**Action item:**
Where in the material does the word "controls" appear? Copy each line that has it.

***** Information given *****

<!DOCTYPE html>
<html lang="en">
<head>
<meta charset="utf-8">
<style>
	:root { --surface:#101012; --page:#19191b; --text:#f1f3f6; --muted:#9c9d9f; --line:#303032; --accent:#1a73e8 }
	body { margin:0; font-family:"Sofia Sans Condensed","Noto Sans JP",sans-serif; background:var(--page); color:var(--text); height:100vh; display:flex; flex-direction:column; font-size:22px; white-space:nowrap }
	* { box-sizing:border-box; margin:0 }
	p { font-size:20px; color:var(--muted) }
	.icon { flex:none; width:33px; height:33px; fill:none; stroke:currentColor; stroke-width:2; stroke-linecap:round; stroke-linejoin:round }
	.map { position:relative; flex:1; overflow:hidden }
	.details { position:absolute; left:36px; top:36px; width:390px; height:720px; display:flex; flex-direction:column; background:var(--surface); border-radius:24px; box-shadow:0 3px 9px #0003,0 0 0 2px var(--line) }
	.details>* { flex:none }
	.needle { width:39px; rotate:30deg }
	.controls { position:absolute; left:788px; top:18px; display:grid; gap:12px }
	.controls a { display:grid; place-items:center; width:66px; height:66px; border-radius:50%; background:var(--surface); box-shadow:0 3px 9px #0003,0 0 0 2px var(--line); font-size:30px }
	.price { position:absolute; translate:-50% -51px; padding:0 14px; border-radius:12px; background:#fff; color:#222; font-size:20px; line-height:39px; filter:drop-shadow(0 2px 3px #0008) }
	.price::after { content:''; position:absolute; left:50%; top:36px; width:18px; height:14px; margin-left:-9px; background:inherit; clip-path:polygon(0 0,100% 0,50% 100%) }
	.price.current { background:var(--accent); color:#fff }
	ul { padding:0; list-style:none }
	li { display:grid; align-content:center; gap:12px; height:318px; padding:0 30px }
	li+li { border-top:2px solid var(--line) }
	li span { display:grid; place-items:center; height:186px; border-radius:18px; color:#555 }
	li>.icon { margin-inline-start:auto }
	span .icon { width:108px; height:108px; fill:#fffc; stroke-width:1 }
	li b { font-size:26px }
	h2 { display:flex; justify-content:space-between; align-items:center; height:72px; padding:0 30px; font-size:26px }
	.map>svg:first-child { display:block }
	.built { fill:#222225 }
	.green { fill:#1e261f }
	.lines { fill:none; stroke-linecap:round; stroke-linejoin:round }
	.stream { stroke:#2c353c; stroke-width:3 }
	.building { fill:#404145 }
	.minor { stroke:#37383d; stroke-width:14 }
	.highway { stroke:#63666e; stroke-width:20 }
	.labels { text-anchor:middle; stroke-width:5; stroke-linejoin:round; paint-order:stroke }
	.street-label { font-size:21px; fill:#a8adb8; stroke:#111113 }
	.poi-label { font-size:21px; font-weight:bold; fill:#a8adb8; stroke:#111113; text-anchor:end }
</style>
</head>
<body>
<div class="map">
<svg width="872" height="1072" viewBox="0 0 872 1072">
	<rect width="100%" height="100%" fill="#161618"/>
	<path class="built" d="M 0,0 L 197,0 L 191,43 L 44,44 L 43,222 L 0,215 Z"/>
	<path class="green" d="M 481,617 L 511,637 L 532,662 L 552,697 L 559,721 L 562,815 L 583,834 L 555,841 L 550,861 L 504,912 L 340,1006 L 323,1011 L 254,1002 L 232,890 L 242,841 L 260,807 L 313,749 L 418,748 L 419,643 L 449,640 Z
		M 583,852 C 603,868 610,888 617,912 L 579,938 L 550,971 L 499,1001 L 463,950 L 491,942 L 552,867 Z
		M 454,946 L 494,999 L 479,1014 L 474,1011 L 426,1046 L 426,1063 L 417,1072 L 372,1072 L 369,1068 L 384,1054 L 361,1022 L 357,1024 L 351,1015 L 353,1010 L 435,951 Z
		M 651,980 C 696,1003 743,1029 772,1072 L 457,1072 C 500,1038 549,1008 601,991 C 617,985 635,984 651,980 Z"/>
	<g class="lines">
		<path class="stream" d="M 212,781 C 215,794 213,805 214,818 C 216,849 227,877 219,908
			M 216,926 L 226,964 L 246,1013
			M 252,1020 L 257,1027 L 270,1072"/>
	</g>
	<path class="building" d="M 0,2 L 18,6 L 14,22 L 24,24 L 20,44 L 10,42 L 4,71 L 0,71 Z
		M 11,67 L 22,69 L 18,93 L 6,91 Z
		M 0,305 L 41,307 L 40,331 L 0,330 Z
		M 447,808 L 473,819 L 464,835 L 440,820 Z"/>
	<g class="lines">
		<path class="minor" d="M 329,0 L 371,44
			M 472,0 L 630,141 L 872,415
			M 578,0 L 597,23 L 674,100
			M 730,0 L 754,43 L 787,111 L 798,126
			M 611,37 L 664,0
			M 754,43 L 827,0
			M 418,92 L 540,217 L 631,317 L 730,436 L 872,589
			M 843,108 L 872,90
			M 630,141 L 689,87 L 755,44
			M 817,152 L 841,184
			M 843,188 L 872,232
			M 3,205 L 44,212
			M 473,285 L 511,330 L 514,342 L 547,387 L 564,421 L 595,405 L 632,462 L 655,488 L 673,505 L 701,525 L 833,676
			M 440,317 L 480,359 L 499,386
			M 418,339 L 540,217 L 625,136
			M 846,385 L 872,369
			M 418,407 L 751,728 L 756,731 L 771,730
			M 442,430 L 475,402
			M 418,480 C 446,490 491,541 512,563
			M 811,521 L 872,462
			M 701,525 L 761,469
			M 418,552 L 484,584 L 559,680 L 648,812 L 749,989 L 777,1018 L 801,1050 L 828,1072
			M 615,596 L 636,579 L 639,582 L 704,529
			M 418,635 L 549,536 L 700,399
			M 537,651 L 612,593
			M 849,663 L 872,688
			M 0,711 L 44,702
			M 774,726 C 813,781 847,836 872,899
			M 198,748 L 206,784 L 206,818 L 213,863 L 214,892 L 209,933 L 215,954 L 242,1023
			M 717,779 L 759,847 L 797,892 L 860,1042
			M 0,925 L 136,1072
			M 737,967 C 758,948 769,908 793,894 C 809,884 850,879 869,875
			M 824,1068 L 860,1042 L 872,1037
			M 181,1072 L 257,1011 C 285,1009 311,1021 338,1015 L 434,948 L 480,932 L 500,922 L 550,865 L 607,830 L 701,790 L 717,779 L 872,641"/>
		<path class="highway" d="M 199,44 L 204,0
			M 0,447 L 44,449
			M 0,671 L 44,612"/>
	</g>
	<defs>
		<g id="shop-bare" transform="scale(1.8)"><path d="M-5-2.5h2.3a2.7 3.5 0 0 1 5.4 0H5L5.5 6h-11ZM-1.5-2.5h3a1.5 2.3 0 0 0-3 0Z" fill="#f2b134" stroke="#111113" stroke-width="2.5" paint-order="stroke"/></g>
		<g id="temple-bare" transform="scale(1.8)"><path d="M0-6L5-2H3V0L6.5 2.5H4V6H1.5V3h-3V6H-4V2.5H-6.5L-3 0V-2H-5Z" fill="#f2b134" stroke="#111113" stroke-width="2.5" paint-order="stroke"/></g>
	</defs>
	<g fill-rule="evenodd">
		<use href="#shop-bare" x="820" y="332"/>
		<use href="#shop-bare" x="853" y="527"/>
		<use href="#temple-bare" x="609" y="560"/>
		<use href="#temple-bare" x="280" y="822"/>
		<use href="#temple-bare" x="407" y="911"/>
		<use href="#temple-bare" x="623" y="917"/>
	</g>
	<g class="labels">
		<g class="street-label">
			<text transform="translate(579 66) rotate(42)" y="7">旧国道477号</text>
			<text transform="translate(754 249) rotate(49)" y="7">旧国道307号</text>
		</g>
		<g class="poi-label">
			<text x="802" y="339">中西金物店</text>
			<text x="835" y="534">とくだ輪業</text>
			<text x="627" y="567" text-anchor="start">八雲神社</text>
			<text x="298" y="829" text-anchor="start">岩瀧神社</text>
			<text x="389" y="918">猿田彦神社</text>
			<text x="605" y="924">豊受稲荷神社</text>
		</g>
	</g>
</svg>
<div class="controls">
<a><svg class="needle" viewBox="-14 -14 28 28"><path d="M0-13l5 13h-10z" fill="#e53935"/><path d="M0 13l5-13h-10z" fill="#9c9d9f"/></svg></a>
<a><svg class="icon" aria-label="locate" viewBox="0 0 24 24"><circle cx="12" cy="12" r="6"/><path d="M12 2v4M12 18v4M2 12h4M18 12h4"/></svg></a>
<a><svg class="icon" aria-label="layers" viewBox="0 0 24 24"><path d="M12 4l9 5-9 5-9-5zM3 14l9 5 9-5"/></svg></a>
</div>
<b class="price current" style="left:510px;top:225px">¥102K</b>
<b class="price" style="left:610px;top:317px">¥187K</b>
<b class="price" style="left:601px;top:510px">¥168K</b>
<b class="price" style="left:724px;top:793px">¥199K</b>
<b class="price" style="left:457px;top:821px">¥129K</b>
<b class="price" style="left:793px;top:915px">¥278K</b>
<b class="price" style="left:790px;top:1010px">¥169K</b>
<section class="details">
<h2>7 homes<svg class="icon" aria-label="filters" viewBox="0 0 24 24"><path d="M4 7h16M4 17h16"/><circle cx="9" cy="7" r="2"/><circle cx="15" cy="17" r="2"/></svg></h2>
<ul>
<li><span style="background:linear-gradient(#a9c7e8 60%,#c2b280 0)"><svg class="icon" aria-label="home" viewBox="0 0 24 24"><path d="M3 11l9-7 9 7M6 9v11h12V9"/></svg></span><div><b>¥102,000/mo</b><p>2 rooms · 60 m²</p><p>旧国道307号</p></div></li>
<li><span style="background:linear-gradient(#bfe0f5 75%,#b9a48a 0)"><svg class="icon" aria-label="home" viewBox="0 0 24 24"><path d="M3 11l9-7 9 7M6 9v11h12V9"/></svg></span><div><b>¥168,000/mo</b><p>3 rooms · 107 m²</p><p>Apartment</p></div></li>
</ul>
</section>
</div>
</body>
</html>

*****
***** Information given *****

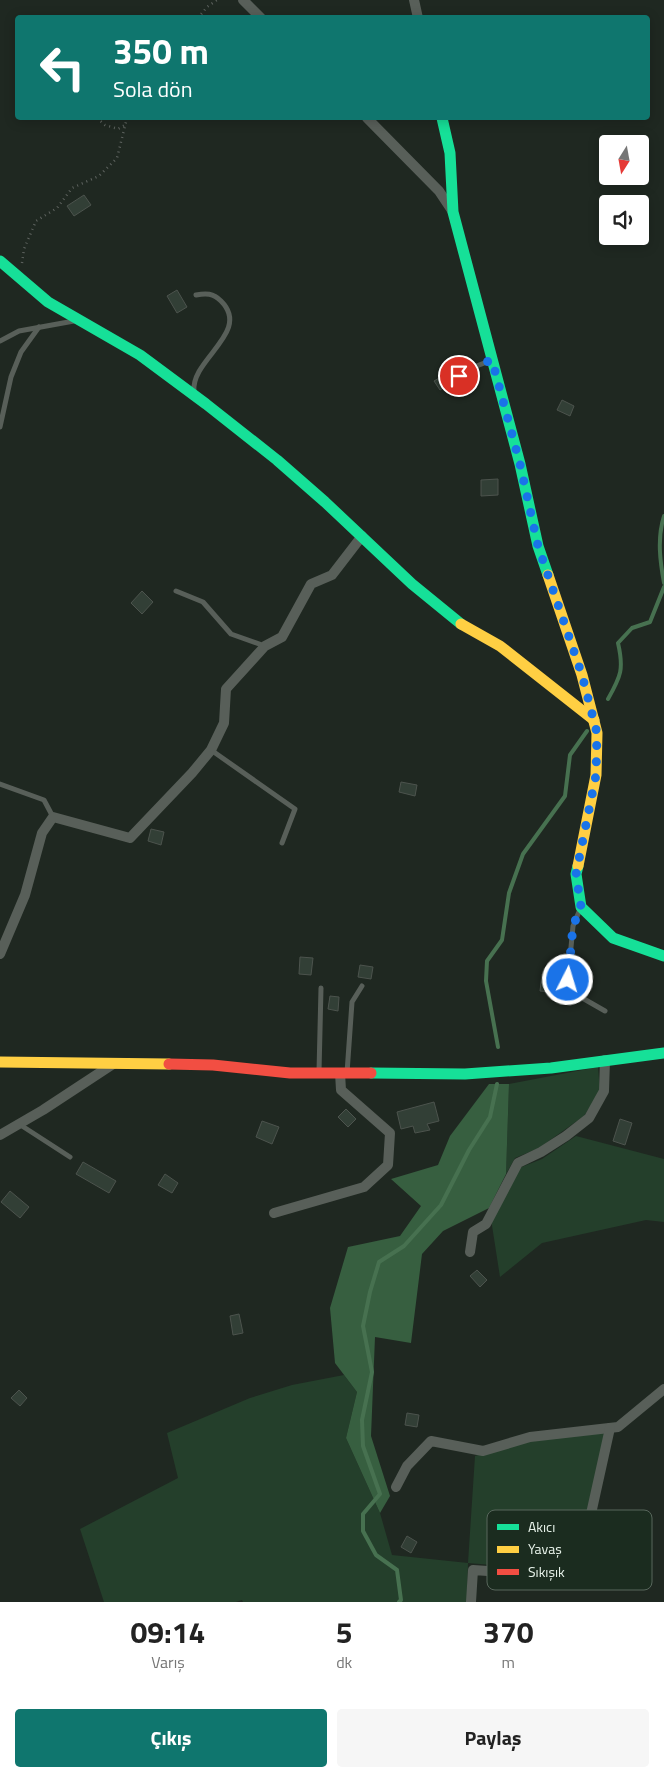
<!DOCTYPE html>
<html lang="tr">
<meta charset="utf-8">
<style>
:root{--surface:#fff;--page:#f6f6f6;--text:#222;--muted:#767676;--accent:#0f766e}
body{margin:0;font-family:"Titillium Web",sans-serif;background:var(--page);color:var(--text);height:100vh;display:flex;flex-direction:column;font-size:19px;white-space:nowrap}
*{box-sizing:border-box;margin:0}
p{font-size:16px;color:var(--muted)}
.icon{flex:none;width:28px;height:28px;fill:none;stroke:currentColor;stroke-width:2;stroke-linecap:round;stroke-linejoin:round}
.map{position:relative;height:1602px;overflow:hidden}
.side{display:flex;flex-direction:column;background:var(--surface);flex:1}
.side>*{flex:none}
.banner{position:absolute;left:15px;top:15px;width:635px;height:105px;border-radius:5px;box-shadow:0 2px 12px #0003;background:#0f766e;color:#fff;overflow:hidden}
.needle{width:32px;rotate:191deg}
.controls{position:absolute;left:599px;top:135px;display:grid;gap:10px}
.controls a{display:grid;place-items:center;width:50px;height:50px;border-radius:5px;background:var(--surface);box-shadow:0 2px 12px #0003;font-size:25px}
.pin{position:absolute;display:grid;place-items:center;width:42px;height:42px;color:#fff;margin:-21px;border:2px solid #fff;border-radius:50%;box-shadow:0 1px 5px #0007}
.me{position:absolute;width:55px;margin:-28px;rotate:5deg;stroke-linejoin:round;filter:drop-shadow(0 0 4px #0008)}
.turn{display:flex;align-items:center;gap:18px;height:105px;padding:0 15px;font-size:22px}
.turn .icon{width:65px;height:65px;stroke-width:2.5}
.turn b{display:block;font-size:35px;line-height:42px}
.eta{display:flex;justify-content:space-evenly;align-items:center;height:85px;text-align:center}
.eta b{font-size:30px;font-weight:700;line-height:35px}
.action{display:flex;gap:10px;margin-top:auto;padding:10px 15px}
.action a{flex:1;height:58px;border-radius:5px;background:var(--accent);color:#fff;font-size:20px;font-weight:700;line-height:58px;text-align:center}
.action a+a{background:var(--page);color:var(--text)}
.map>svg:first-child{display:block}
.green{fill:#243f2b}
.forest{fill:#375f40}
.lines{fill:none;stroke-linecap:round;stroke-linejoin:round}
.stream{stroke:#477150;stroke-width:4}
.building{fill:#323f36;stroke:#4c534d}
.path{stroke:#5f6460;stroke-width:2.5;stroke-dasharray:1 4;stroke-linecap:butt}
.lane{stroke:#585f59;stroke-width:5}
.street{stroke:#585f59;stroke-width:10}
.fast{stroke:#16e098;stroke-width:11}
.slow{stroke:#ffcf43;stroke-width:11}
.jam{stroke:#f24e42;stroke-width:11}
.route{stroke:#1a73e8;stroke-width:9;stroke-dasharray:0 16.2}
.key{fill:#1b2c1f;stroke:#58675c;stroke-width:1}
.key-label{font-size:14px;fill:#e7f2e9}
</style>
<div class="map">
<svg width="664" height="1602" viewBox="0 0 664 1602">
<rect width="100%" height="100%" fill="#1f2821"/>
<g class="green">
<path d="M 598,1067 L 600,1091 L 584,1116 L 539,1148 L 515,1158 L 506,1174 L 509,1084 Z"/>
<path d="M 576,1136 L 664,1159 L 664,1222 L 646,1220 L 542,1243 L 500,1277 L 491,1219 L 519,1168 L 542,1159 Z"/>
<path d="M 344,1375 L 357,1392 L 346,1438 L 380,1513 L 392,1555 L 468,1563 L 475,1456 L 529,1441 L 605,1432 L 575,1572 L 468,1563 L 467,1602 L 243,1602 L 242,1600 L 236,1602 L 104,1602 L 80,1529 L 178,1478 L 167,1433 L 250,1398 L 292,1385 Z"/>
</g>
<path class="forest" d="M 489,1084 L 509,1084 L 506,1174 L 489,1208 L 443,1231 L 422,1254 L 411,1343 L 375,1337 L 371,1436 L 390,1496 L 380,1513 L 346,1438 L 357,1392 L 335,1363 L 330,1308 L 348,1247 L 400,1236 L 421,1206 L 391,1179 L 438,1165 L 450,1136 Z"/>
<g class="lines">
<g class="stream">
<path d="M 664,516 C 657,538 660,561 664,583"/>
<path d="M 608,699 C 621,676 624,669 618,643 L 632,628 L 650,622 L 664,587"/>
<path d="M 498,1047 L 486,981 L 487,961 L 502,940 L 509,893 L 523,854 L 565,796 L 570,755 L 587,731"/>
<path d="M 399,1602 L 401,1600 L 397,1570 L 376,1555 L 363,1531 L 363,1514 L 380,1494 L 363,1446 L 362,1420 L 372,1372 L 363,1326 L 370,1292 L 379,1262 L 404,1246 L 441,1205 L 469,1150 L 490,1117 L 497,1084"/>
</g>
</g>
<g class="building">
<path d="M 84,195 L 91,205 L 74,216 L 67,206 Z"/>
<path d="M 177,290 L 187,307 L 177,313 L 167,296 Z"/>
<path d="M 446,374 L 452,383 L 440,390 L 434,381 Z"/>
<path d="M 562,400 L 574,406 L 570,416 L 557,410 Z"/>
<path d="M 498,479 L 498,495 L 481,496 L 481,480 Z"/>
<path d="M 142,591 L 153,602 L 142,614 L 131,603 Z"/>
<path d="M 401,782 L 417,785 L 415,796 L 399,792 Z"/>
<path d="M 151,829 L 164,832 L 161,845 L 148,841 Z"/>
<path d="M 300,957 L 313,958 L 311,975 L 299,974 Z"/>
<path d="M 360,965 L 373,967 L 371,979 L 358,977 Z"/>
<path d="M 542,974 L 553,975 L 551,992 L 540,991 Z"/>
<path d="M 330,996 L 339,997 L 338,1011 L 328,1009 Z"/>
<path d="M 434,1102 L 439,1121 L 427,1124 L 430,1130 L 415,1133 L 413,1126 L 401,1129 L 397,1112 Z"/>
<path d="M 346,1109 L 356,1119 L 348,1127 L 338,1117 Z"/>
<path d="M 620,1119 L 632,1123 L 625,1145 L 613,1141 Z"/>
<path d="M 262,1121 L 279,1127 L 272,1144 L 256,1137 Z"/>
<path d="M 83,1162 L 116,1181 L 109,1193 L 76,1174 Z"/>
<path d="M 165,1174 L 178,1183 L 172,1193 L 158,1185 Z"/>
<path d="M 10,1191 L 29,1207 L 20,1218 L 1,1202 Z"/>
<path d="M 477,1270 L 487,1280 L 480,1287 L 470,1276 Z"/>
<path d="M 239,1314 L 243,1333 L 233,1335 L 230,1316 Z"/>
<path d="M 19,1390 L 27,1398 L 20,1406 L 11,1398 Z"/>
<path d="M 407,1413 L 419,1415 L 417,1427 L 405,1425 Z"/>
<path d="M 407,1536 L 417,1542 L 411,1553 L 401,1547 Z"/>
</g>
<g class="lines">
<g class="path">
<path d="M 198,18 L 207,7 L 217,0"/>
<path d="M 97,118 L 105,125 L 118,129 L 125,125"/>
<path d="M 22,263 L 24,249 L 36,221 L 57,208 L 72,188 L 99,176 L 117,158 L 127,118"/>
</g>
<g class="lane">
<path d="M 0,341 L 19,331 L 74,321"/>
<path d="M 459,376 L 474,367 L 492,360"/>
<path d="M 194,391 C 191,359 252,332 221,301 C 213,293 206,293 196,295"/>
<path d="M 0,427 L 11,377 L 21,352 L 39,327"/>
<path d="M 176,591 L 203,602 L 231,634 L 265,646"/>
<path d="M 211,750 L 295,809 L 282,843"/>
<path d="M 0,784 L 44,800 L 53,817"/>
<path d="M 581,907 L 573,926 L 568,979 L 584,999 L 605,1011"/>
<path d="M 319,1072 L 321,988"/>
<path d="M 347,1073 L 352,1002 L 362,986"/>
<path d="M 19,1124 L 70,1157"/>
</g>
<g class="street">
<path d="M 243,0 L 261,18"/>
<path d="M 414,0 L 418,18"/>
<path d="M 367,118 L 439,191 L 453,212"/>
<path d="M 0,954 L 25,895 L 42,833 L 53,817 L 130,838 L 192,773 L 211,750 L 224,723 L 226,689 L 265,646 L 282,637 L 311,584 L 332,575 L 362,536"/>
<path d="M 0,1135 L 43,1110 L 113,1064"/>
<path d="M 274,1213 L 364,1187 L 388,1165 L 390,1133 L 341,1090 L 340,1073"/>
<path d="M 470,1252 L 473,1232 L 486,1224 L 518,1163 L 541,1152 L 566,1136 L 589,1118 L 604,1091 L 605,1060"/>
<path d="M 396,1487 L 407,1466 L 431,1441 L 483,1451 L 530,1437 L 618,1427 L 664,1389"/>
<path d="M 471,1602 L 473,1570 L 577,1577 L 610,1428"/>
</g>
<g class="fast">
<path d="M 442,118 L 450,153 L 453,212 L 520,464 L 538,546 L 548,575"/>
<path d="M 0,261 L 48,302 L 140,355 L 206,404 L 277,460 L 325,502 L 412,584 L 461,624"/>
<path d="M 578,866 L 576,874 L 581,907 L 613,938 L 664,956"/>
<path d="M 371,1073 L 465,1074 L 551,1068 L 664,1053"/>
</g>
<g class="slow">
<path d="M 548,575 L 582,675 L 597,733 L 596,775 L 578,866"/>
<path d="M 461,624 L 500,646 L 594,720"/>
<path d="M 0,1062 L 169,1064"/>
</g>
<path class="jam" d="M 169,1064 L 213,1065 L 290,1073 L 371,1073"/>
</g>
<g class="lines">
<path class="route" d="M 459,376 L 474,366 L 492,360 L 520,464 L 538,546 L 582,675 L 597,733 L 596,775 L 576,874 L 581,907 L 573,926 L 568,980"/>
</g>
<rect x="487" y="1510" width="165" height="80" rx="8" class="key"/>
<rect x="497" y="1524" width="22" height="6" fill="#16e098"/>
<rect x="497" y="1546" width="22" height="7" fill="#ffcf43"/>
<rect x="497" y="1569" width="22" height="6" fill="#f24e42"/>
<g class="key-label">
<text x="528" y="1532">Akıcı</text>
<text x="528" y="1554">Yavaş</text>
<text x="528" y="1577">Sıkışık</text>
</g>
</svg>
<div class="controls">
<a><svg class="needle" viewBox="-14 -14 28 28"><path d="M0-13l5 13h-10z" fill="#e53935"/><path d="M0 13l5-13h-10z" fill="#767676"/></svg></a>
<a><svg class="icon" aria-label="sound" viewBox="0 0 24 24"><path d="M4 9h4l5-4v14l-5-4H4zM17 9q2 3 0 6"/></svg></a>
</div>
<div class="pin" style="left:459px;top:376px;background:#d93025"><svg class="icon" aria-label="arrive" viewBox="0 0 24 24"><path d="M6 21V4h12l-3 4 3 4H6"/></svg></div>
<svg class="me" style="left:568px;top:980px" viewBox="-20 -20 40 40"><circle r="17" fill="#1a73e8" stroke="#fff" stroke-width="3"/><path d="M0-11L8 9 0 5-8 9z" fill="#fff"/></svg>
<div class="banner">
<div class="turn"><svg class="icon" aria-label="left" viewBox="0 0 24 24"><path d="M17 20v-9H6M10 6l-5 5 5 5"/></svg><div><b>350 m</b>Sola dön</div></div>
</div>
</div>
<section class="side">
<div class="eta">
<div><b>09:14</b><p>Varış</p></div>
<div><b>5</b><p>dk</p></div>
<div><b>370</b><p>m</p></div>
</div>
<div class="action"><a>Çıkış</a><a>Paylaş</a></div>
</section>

*****

**Task output:**
	.controls { position:absolute; left:788px; top:18px; display:grid; gap:12px }
	.controls a { display:grid; place-items:center; width:66px; height:66px; border-radius:50%; background:var(--surface); box-shadow:0 3px 9px #0003,0 0 0 2px var(--line); font-size:30px }
<div class="controls">
.controls{position:absolute;left:599px;top:135px;display:grid;gap:10px}
.controls a{display:grid;place-items:center;width:50px;height:50px;border-radius:5px;background:var(--surface);box-shadow:0 2px 12px #0003;font-size:25px}
<div class="controls">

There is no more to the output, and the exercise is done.